The King Conservation District (KCD) in Renton, Wash., has long worked with landowners on forest stewardship planning. Recently, within the past three years, KCD has expanded its work to cover wildfire resiliency and preparedness.
When word spread that KCD covered wildfire resiliency and preparedness, many landowners began requesting the district’s services. The increase in public interest led to contacts with homeowners’ associations and other small communities who had wildfire concerns and green space that the members were responsible for.
“There were no resources for [these small communities] beyond having to hire a contractor,” KCD Program Manager for Urban and Rural Forest Stewardship Mike Lasecki said. “So, we saw the most impact on the ground with working with those communities. We identified this need in the local county to provide this service at the community scale.”
The expansion in services also required increasing staff capacity. Matt Axe joined KCD in June as the full-time wildfire and forest resiliency coordinator assigned to conduct community wildfire risk assessments, as well as meet with individual landowners and small community forest landowners for stewardship planning.

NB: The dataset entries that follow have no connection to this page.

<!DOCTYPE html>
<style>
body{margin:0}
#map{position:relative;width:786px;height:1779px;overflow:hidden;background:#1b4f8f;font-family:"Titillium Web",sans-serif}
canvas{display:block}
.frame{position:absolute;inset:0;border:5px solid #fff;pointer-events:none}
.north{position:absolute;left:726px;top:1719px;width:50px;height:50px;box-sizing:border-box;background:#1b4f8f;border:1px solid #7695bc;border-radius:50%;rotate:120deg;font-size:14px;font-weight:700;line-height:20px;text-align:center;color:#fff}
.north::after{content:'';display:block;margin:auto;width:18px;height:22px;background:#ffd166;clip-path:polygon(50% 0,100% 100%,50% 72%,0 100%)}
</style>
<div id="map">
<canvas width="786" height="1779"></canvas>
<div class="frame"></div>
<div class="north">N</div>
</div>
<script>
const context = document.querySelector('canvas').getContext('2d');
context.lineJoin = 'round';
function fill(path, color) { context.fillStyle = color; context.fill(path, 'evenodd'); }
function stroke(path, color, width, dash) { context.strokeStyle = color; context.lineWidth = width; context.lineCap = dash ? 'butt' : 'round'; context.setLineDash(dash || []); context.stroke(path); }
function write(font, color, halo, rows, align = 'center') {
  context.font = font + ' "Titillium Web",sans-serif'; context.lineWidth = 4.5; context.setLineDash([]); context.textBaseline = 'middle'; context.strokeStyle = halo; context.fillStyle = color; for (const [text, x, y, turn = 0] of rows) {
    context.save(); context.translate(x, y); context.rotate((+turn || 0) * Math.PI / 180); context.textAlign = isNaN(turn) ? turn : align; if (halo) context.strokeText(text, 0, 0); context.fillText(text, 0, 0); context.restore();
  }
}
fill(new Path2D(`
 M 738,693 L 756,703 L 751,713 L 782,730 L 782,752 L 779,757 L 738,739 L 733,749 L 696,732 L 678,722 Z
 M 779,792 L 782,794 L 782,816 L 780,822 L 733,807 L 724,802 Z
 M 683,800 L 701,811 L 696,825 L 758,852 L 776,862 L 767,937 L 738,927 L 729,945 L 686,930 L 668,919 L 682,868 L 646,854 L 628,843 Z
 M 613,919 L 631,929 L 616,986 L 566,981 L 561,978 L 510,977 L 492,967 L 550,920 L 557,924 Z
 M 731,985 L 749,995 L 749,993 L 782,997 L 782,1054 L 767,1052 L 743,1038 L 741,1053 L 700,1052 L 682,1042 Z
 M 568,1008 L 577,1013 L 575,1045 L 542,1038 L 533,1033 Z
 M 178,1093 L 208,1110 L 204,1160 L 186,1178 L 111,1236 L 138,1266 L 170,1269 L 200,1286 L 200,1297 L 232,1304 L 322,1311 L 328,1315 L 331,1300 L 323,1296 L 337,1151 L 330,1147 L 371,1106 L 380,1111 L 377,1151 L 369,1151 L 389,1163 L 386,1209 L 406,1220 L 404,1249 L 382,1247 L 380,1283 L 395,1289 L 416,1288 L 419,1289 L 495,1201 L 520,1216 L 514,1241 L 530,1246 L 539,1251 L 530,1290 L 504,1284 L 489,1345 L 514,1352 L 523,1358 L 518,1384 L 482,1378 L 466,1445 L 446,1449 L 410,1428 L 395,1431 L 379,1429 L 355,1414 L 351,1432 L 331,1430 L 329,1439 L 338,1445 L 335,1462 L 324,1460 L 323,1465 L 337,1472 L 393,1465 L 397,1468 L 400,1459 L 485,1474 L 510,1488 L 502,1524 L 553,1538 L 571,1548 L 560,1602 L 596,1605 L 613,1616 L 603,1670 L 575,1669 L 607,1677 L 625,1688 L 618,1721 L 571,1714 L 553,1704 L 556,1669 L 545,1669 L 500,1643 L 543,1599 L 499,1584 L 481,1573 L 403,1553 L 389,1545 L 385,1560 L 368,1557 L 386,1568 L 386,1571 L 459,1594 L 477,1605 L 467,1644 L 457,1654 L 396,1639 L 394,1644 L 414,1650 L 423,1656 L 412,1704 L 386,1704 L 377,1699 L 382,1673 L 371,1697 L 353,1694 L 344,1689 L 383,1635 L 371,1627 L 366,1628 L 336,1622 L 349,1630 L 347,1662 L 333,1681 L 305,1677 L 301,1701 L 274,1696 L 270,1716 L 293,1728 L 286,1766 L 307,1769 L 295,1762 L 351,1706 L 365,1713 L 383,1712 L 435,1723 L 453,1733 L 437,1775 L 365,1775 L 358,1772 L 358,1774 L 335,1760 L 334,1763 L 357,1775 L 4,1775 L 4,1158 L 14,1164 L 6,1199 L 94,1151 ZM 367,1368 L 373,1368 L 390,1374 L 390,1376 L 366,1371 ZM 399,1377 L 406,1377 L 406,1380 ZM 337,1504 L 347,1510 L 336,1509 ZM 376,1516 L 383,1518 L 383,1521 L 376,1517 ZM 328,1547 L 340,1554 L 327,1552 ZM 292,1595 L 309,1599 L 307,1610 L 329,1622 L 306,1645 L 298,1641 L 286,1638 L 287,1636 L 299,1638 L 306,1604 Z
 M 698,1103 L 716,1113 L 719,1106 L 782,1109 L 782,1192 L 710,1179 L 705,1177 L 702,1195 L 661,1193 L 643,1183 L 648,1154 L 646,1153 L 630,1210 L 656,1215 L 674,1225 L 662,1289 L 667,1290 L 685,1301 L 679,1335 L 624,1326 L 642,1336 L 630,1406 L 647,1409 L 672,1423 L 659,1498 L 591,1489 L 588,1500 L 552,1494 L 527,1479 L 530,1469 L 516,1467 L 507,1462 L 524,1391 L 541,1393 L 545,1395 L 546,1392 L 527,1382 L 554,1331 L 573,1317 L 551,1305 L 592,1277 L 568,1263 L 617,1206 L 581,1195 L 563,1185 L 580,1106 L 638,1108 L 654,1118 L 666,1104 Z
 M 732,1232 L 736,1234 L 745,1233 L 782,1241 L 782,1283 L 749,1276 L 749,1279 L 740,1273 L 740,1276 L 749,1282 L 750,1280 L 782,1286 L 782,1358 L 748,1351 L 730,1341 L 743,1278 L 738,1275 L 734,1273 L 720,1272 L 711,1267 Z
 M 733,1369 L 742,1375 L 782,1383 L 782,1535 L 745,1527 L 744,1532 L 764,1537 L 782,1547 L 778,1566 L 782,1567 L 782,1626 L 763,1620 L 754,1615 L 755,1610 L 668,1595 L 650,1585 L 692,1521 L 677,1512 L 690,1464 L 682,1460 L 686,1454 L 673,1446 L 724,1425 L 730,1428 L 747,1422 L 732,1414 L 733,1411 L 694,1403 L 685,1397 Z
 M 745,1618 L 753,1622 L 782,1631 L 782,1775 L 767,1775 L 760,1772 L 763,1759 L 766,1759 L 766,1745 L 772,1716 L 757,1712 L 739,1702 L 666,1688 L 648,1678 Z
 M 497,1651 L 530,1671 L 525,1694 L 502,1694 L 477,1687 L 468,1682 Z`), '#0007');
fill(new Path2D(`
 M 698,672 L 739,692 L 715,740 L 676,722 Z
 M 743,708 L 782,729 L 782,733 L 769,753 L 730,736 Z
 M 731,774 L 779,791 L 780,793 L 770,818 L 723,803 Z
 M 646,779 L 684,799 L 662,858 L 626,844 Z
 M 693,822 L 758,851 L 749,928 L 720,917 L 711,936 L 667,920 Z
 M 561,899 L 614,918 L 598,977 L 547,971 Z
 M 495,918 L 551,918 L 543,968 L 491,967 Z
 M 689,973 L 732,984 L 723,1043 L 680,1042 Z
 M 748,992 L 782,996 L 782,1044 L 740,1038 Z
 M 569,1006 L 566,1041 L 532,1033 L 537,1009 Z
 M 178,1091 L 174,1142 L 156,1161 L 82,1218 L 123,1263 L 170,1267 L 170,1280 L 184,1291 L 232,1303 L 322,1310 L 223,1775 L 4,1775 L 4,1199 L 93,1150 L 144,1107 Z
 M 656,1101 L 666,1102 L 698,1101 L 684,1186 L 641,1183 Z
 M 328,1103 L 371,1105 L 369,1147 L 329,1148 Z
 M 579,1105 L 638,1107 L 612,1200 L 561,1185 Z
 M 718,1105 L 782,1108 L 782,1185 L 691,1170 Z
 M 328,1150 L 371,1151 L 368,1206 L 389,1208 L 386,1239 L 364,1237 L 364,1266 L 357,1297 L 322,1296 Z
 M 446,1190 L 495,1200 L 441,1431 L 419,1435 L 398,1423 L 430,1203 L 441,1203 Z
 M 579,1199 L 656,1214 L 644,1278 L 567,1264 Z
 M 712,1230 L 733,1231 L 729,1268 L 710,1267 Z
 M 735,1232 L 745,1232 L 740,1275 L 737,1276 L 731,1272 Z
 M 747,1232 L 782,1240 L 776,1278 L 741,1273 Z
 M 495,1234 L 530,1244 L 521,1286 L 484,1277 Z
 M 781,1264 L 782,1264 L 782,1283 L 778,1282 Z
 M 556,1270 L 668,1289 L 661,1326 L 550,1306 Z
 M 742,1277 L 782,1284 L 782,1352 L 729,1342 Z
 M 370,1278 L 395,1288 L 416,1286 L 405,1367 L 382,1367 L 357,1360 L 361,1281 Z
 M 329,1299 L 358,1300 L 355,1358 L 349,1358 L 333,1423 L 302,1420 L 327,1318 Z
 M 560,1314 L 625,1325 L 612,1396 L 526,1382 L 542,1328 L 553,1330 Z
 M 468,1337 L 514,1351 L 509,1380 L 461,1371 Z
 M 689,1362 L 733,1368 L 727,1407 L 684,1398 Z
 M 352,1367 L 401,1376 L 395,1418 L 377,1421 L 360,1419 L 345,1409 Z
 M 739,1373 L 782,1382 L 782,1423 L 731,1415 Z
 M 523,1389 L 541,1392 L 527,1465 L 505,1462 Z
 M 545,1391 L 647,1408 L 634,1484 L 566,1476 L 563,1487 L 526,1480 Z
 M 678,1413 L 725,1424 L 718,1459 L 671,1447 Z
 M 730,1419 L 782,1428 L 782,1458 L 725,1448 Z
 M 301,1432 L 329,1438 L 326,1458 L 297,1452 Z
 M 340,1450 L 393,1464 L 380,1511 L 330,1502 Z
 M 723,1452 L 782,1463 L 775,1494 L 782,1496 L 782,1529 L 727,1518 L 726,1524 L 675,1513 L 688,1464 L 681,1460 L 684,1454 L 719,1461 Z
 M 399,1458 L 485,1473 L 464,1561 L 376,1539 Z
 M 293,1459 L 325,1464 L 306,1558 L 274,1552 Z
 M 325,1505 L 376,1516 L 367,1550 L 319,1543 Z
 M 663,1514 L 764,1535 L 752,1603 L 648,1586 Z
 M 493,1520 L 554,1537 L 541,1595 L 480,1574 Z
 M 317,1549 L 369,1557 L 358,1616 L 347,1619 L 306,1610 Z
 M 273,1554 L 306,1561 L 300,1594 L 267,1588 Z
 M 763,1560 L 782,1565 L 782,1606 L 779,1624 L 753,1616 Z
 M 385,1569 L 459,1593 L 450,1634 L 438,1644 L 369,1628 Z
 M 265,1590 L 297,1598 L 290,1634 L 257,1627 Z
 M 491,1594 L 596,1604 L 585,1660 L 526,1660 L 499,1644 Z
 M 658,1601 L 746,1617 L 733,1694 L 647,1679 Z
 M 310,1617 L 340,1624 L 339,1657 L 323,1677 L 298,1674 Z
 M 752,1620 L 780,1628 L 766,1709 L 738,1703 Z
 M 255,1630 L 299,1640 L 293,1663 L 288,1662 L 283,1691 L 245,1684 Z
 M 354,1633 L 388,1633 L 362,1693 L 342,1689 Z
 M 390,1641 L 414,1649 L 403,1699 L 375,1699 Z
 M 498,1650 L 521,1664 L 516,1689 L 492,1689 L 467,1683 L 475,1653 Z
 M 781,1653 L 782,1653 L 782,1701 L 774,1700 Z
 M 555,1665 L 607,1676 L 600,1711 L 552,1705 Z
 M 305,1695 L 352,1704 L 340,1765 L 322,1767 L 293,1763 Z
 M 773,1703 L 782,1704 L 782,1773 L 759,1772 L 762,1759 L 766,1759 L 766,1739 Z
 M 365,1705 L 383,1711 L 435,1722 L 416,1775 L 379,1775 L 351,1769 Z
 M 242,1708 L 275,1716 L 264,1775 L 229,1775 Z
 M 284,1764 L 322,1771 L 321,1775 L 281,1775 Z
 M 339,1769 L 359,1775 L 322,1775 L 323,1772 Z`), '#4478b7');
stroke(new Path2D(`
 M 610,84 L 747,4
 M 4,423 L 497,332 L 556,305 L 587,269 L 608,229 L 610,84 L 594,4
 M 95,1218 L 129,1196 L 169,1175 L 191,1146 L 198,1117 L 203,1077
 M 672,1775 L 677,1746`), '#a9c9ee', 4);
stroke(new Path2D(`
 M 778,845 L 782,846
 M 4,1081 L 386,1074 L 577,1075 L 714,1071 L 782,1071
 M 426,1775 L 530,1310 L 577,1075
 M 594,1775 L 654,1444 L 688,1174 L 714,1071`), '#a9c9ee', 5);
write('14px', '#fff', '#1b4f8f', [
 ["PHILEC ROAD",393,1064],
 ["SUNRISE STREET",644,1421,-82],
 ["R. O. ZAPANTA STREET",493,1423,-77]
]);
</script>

“He hit the ground running,” Lasecki said. “Right now, seasonally, the wildfire resiliency and preparedness is taking up most of his time, but he’s also working on a stewardship plan for a community we had been in contact with prior to his starting.”
Axe will be working with communities to implement wildfire risk reduction projects, which could be as simple as clearing out dead brush, understory or stacks of downed tree limbs.
Axe has also conducted presentations to communities, which is the first step when KCD identifies or hears of a community wanting a risk assessment and/or forest stewardship planning.
The district travels to the community, provides information, listens to their concerns, addresses questions, and works in partnership with local, county and state officials like the Washington Department of Natural Resources, local first responders and the fire district and the county’s forestry program.
“We meet people where they’re at,” Lasecki said. “One of the benefits of us being able to come out is we know you’re going to keep that tree, so here’s what you need to do in order to do so, and still reduce the risk. We’re here to help.”
KCD is also working on cost-share initiatives for individuals and communities, assisting in planning chipper days and/or other events where the landowners and contractor would benefit in combining the services needed into a multiple-property effort.
“[Axe] has given us that single point-of-contact for our landowners and communities. So far, it’s been a great success,” Lasecki said.